Q. My 2 year old needs to eat a gluten-free diet. Please can you suggest some recipes?
Whether due to celiac disease or another food intolerance, a medical recommendation to follow a gluten free diet can be stressful for all the family. Because the grains that contain gluten include wheat, rye and barley, the main group of foods affected are the breads and cereal foods such as pasta, couscous and crackers.
Do be aware that many other processed foods, from sausages to soy sauce to soups, also frequently contain gluten – it’s imperative to check labels. Some people also react to oats, and they frequently contain gluten that’s come from other sources.
Rather than focussing on foods that can’t be eaten, look at building meals around the many that can, including rice, potatoes, quinoa and polenta. In addition, there are many gluten-free alternatives to foods such as breads, bread rolls and pastas available at supermarkets and health shops (and on prescription for those with a medical diagnosis of celiac disease). Thus, you can usually make your usual recipes just substituting other options for ingredients that contain gluten.
For example, you could serve:
*Gluten-free sausages with quinoa and roasted vegetables
*Roast chicken, roast potatoes and vegetables – use pure cornflour or another gluten-free flour to thicken gravy
*Gluten-free pasta with bolognaise sauce
*Lentil soup with a gluten-free bread roll
*Baked potato with tuna mayonnaise and salad – check that the mayonnaise is gluten-free
Q. I am keen to get us eating as a family more. Please could you give me some ideas for family meals that the kids will like and that are good for them?
The first step is to check what meals your children would like – you may get ‘takeaway food’ answers like burgers and pizza, but these can easily and healthily be made at home. In fact, pizza is an ideal food for children to get involved in cooking – even young children can help build their own meal given burger and bun or pizza base with a variety of toppings (including vegetables, such as sliced tomato, strips of peppers, or mushrooms). If children have chosen, and especially if they help make, their meals, they’re much more likely to want to eat them. Other simple and appealing options include:
*Pasta sauces with hidden vegetables blitzed into them – make enough for several meals and store it in the freezer
*Chinese fried rice packed with lots of colourful vegetables and seasoned withreduced-salt soya sauce
DIY wraps with lots of toppings put out on the dinner table, or make them up yourself on sunny days and take them out to the garden for an impromptu picnic.
Combine several colours of vegetable with a starchy food from the bread, other cereals and potato food group and a protein-rich food from the meat, fish, eggs and alternatives food group to make a balanced meal.

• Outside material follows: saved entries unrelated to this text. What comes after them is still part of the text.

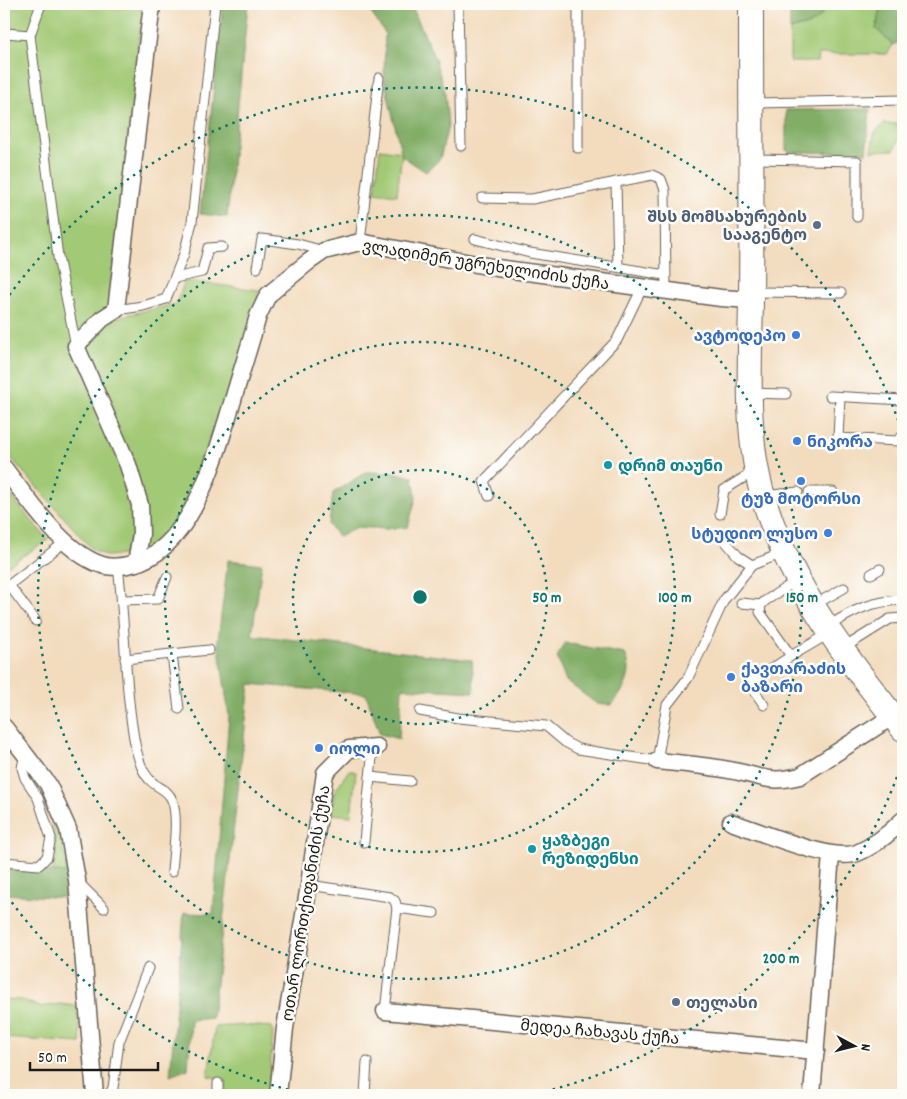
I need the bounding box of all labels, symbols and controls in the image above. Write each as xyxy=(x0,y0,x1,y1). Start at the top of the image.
place label: შსს მომსახურების სააგენტო xyxy=(647,207,807,248)
marker: შსს მომსახურების სააგენტო xyxy=(811,219,823,231)
street label: ვლადიმერ უგრეხელიძის ქუჩა xyxy=(360,236,611,297)
place label: ავტოდეპო xyxy=(694,326,786,349)
marker: ავტოდეპო xyxy=(790,329,802,341)
place label: ნიკორა xyxy=(807,432,873,455)
marker: ნიკორა xyxy=(791,435,803,447)
place label: დრიმ თაუნი xyxy=(618,456,723,479)
marker: დრიმ თაუნი xyxy=(602,459,614,471)
marker: ტუზ მოტორსი xyxy=(795,475,807,487)
place label: ტუზ მოტორსი xyxy=(741,489,861,512)
place label: სტუდიო ლუსო xyxy=(691,524,818,547)
marker: სტუდიო ლუსო xyxy=(822,527,834,539)
centre of rings xyxy=(411,588,429,606)
text: 50 m xyxy=(533,588,561,610)
text: 100 m xyxy=(658,588,692,610)
text: 150 m xyxy=(786,588,818,610)
place label: ქავთარაძის ბაზარი xyxy=(741,659,846,700)
marker: ქავთარაძის ბაზარი xyxy=(725,671,737,683)
place label: იოლი xyxy=(329,739,380,762)
marker: იოლი xyxy=(313,742,325,754)
street label: ოთარ ლორთქიფანიძის ქუჩა xyxy=(277,784,337,1023)
place label: ყაზბეგი რეზიდენსი xyxy=(542,831,639,872)
marker: ყაზბეგი რეზიდენსი xyxy=(526,843,538,855)
text: 200 m xyxy=(763,949,799,971)
place label: თელასი xyxy=(686,993,758,1016)
marker: თელასი xyxy=(670,996,682,1008)
street label: მედეა ჩახავას ქუჩა xyxy=(519,1015,680,1052)
north arrow xyxy=(830,1022,880,1072)
scale bar xyxy=(30,1039,158,1071)
text: N xyxy=(855,1043,875,1052)
text: 50 m xyxy=(38,1048,67,1070)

So you could try a baked potato with baked beans (look for reduced salt and sugar types) with cherry tomatoes and cucumber wheels on the side, home-made chicken nuggets with chunky homemade potato wedges, frozen peas and frozen corn, or a high quality sausage smile with curly pasta hair, carrot nose and courgette eyes.
Often raw vegetables are more popular than cooked, so bowls of chopped peppers, cucumber wheels, carrot sticks and cherry tomatoes can simply be placed on the table as finger foods. If you have a few extra minutes to make food into a face on the plate for younger children, the vegetables will disappear twice as fast.